What you will do —
When you spot the word "Cinépolis" in a line of the data below, copy that line.

[Collected data]
════════════════════

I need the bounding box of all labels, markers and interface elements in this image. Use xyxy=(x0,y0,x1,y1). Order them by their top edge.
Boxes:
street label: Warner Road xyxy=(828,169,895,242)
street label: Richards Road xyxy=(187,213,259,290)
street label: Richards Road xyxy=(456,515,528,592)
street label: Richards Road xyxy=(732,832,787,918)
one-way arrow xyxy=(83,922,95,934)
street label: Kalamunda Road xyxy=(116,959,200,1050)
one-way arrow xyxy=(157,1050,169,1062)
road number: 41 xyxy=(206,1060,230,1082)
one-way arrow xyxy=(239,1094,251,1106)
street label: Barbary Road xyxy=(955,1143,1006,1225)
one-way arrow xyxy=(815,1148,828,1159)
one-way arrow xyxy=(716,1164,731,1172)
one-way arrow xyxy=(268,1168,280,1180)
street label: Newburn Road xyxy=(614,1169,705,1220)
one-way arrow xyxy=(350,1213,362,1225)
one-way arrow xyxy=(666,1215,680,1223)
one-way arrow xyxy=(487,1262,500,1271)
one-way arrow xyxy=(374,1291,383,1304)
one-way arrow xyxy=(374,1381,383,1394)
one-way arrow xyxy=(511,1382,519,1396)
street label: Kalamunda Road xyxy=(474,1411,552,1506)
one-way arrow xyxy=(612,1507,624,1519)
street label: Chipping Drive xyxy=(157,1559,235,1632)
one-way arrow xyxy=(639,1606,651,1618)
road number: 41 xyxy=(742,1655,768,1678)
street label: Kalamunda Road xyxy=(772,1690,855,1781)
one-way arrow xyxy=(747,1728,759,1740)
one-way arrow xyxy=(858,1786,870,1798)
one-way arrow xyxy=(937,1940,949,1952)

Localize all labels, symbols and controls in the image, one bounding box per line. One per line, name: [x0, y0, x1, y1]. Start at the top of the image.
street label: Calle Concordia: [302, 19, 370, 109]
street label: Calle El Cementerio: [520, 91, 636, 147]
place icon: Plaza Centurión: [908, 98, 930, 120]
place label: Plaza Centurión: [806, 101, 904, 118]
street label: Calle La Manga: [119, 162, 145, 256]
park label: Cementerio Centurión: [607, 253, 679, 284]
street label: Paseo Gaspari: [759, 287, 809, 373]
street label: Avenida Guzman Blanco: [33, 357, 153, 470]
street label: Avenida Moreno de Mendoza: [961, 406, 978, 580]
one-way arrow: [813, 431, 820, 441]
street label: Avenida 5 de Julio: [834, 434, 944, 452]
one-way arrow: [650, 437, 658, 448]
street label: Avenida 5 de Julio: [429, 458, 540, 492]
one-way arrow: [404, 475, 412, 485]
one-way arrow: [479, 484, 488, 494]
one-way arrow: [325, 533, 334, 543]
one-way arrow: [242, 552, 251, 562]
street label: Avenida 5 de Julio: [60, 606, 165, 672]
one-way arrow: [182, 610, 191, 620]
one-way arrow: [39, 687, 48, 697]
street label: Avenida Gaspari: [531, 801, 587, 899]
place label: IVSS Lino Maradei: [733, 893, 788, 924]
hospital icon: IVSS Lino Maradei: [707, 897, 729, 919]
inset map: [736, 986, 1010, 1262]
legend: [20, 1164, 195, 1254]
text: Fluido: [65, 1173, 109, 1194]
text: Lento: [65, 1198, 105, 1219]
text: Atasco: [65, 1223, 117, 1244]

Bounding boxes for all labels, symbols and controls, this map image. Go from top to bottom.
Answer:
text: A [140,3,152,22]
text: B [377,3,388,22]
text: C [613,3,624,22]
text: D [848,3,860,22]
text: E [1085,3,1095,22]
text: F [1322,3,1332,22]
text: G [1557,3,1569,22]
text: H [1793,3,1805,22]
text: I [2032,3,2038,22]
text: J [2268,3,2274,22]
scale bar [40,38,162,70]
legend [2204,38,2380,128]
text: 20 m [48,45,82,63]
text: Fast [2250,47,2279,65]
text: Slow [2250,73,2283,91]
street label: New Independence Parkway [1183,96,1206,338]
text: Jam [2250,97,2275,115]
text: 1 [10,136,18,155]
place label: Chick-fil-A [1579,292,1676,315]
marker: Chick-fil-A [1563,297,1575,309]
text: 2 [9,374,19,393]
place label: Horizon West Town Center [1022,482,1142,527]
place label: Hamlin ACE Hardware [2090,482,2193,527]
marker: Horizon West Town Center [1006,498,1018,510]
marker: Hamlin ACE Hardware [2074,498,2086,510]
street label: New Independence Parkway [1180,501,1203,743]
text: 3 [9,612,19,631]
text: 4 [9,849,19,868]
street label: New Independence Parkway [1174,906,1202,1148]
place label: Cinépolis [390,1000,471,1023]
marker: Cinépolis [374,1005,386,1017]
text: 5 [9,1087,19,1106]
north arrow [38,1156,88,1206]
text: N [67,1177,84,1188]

════════════════════

Answer to this problem —
place label: Cinépolis [390,1000,471,1023]
marker: Cinépolis [374,1005,386,1017]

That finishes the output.